(Collected data entries)
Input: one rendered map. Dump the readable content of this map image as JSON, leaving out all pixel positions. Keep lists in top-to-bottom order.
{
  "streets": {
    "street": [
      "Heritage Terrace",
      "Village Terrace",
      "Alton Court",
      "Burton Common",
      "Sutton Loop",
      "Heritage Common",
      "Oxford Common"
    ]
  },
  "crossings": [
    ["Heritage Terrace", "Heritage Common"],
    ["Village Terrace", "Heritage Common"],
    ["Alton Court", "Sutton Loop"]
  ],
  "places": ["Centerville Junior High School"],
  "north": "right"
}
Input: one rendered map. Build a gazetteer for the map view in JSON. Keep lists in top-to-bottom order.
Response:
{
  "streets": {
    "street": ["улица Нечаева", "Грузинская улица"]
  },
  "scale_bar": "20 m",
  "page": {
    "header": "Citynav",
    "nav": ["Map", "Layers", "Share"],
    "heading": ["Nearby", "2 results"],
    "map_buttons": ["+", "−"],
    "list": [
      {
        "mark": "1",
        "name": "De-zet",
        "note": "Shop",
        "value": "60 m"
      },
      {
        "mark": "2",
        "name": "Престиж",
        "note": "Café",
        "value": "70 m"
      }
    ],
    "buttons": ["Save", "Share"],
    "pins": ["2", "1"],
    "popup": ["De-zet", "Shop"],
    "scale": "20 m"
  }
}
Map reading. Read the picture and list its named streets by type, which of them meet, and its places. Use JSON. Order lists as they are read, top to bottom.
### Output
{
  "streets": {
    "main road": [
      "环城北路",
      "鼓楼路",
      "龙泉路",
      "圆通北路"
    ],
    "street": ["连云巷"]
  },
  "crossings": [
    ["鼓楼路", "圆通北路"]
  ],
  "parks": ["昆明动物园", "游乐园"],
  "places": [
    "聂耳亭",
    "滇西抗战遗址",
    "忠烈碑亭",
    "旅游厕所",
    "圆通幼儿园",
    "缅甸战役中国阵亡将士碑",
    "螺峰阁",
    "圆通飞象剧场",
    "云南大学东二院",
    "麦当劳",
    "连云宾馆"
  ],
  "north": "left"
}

Your goal
Go through the data above and repeat all of it exactly.

Answer area
Input: one rendered map. Dump the readable content of this map image as JSON, leaving out all pixel positions. Keep lists in top-to-bottom order.
{
  "streets": {
    "street": [
      "Heritage Terrace",
      "Village Terrace",
      "Alton Court",
      "Burton Common",
      "Sutton Loop",
      "Heritage Common",
      "Oxford Common"
    ]
  },
  "crossings": [
    ["Heritage Terrace", "Heritage Common"],
    ["Village Terrace", "Heritage Common"],
    ["Alton Court", "Sutton Loop"]
  ],
  "places": ["Centerville Junior High School"],
  "north": "right"
}
Input: one rendered map. Build a gazetteer for the map view in JSON. Keep lists in top-to-bottom order.
Response:
{
  "streets": {
    "street": ["улица Нечаева", "Грузинская улица"]
  },
  "scale_bar": "20 m",
  "page": {
    "header": "Citynav",
    "nav": ["Map", "Layers", "Share"],
    "heading": ["Nearby", "2 results"],
    "map_buttons": ["+", "−"],
    "list": [
      {
        "mark": "1",
        "name": "De-zet",
        "note": "Shop",
        "value": "60 m"
      },
      {
        "mark": "2",
        "name": "Престиж",
        "note": "Café",
        "value": "70 m"
      }
    ],
    "buttons": ["Save", "Share"],
    "pins": ["2", "1"],
    "popup": ["De-zet", "Shop"],
    "scale": "20 m"
  }
}
Map reading. Read the picture and list its named streets by type, which of them meet, and its places. Use JSON. Order lists as they are read, top to bottom.
### Output
{
  "streets": {
    "main road": [
      "环城北路",
      "鼓楼路",
      "龙泉路",
      "圆通北路"
    ],
    "street": ["连云巷"]
  },
  "crossings": [
    ["鼓楼路", "圆通北路"]
  ],
  "parks": ["昆明动物园", "游乐园"],
  "places": [
    "聂耳亭",
    "滇西抗战遗址",
    "忠烈碑亭",
    "旅游厕所",
    "圆通幼儿园",
    "缅甸战役中国阵亡将士碑",
    "螺峰阁",
    "圆通飞象剧场",
    "云南大学东二院",
    "麦当劳",
    "连云宾馆"
  ],
  "north": "left"
}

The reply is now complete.